(Saved data entries)
========
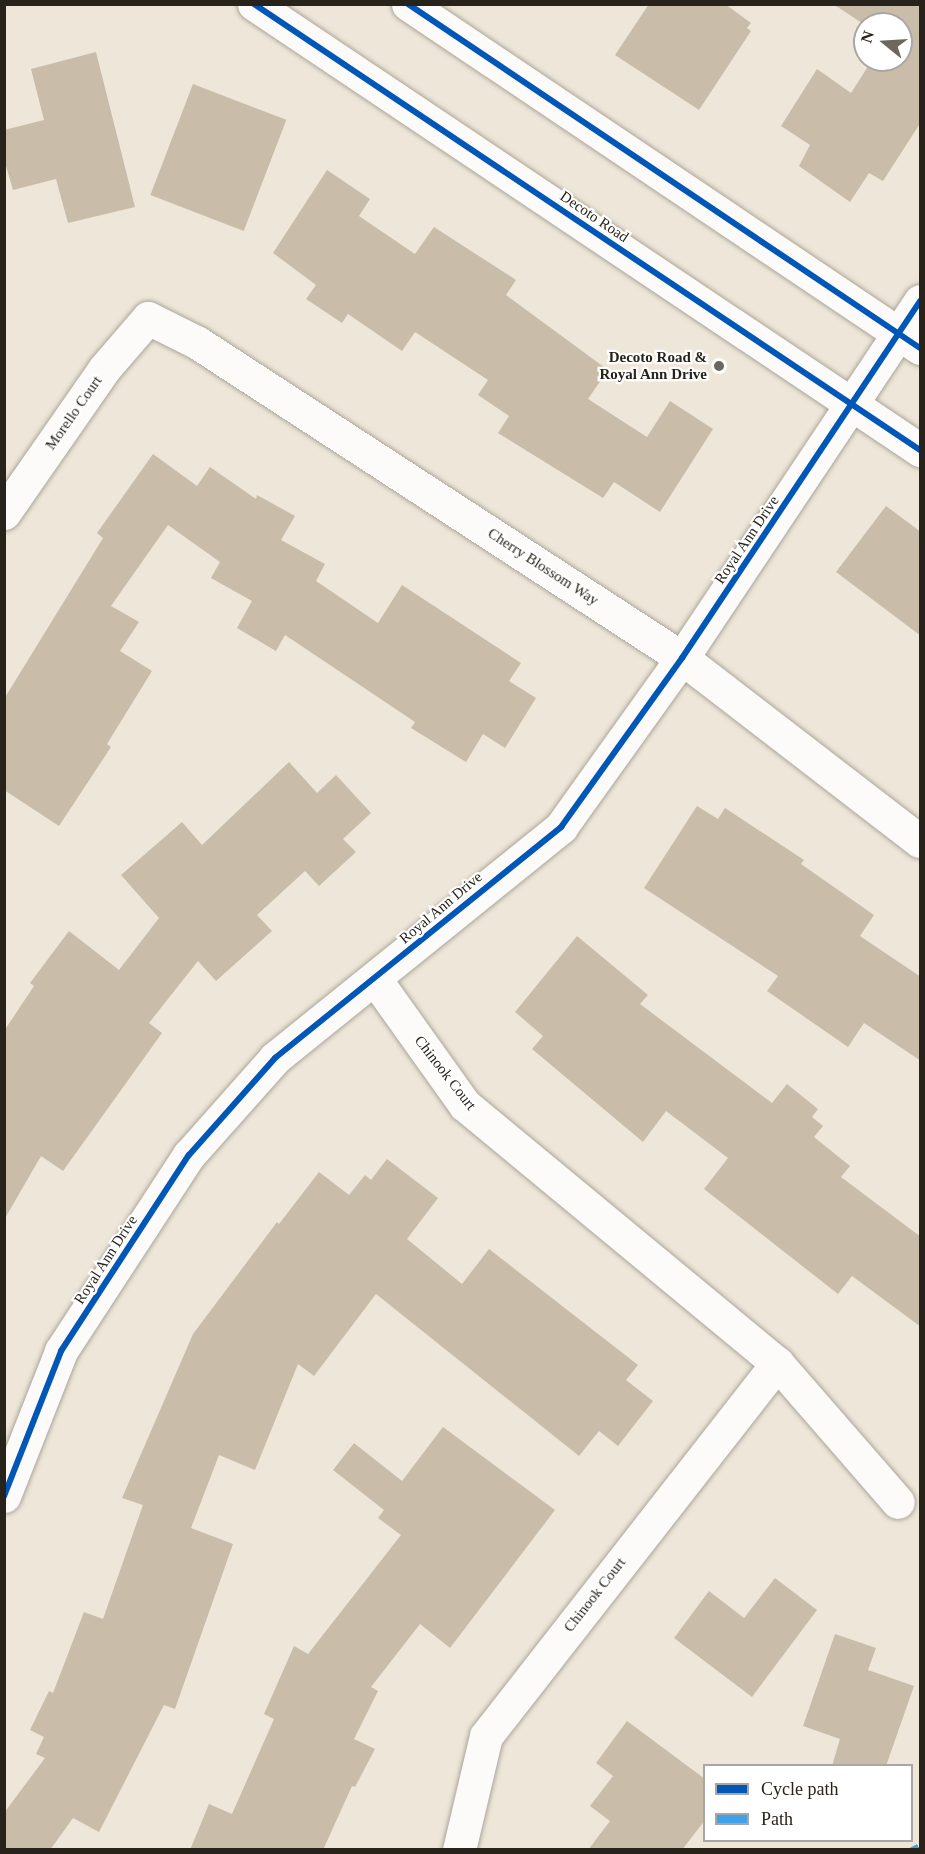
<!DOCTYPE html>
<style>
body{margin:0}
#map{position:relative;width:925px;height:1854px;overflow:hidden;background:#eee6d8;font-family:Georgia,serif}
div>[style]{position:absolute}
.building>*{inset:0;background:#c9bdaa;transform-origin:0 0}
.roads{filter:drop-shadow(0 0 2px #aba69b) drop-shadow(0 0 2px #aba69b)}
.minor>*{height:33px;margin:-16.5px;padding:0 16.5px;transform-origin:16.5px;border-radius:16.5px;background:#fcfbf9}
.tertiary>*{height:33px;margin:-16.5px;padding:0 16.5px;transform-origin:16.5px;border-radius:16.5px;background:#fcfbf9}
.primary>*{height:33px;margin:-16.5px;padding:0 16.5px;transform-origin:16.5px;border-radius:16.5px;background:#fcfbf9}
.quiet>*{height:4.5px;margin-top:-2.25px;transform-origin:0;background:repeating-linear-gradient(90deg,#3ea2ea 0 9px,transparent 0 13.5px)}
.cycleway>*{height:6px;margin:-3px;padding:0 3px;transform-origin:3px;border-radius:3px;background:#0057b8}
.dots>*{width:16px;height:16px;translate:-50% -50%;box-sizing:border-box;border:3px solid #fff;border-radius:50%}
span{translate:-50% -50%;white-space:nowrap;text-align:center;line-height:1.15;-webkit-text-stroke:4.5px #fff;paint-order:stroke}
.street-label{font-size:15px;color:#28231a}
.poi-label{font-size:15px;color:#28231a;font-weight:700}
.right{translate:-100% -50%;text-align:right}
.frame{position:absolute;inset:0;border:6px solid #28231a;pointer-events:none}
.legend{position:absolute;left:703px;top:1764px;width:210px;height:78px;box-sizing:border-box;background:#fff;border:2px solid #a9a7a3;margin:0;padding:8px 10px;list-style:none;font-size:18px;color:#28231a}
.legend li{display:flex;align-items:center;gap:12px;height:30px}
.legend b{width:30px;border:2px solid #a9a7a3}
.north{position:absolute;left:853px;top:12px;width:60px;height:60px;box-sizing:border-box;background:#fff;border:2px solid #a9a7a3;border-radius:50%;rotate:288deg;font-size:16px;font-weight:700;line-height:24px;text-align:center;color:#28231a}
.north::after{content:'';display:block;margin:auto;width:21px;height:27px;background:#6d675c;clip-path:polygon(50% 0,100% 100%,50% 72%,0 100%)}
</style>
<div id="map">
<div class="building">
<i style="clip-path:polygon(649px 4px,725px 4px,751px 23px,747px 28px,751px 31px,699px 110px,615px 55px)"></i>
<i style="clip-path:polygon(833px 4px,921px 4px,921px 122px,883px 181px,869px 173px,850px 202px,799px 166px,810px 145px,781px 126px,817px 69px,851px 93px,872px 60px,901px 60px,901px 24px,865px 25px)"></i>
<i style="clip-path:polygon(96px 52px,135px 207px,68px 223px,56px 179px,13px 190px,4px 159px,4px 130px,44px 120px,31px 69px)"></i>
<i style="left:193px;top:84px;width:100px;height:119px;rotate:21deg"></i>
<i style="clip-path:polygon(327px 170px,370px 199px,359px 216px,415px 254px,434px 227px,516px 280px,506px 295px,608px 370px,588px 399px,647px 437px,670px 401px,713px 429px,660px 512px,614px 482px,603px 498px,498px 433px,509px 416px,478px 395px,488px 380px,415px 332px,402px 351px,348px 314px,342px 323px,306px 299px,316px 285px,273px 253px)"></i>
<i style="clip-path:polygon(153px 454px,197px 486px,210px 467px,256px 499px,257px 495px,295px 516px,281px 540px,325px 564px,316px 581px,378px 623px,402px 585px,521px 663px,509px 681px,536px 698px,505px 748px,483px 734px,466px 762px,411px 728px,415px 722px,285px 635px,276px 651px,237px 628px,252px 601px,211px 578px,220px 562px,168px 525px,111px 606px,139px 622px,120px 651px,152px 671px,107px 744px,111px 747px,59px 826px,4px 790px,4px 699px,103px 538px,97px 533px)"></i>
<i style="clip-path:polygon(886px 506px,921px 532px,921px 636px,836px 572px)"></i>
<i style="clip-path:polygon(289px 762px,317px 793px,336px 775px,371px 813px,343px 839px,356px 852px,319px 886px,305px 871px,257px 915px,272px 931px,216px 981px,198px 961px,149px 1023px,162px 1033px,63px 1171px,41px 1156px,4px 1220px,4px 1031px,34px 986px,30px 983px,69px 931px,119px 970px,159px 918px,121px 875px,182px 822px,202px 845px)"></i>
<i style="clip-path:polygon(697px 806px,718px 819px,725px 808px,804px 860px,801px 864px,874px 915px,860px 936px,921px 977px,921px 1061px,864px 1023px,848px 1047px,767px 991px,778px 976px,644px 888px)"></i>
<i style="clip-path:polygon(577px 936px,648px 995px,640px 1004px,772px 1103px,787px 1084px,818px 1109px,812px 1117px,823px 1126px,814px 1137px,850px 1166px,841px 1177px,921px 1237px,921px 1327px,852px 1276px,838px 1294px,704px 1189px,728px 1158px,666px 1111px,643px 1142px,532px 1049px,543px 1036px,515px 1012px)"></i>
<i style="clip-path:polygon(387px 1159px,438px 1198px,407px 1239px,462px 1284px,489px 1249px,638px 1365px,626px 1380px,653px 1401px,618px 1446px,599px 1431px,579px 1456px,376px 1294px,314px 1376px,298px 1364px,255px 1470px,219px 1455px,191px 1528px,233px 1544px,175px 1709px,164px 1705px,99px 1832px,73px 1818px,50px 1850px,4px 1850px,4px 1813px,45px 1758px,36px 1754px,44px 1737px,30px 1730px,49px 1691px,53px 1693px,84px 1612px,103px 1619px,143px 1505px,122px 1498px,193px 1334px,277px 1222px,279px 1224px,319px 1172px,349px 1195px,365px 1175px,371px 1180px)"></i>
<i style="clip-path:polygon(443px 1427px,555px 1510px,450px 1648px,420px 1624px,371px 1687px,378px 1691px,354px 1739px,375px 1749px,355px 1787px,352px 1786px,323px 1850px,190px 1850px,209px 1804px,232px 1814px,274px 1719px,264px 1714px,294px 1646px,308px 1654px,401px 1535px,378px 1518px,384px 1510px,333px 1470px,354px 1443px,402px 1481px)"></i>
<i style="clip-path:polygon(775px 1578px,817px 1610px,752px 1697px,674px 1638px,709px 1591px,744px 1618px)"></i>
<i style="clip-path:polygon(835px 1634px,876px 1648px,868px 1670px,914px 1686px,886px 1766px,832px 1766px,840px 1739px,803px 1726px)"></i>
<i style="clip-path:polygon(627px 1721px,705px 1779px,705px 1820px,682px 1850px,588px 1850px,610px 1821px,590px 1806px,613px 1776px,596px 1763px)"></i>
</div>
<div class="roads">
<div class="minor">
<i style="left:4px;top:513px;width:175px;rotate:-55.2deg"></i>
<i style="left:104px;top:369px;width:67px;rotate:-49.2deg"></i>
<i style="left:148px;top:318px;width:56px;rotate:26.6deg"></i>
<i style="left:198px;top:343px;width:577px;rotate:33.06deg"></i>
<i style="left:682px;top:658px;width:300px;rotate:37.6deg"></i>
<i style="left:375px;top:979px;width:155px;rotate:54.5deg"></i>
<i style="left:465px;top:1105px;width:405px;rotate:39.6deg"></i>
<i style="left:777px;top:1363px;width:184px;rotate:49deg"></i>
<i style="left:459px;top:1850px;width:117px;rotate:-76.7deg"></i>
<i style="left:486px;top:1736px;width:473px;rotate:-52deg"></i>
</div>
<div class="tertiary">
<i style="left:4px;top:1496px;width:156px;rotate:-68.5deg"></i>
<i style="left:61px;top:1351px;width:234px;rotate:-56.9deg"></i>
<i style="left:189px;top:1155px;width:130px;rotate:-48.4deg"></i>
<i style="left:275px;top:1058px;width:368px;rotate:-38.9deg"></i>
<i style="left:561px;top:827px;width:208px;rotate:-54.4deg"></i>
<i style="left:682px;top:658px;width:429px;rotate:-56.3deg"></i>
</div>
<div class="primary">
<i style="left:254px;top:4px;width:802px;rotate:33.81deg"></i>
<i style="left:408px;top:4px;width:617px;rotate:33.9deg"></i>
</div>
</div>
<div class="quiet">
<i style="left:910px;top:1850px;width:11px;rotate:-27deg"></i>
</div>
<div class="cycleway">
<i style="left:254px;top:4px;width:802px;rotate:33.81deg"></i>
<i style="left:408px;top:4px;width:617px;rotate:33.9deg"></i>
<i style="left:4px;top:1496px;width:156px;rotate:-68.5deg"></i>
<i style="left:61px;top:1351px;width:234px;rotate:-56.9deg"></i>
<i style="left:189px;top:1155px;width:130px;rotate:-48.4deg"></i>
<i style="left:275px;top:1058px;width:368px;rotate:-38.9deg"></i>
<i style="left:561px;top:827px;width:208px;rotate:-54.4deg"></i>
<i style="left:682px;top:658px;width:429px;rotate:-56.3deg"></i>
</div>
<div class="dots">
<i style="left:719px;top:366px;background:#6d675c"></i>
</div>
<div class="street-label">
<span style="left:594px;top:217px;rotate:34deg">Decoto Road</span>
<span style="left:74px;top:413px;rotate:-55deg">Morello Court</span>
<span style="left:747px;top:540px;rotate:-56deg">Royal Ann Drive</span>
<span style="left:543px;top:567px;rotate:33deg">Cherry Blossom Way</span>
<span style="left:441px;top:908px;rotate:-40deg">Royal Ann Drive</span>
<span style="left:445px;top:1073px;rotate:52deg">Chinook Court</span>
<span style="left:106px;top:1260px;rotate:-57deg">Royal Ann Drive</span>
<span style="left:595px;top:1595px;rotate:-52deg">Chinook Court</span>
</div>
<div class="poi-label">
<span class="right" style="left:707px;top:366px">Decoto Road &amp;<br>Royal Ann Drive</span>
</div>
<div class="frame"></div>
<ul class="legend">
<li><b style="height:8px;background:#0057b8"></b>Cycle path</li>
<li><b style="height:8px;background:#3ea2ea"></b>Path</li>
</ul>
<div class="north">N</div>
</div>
========
### WHAT IS NEEDED
Reproduce exactly what appears from the line containing "Road &amp;<br>Royal Ann Drive</span>" down to the final line of the data.

### RESULT
<span class="right" style="left:707px;top:366px">Decoto Road &amp;<br>Royal Ann Drive</span>
</div>
<div class="frame"></div>
<ul class="legend">
<li><b style="height:8px;background:#0057b8"></b>Cycle path</li>
<li><b style="height:8px;background:#3ea2ea"></b>Path</li>
</ul>
<div class="north">N</div>
</div>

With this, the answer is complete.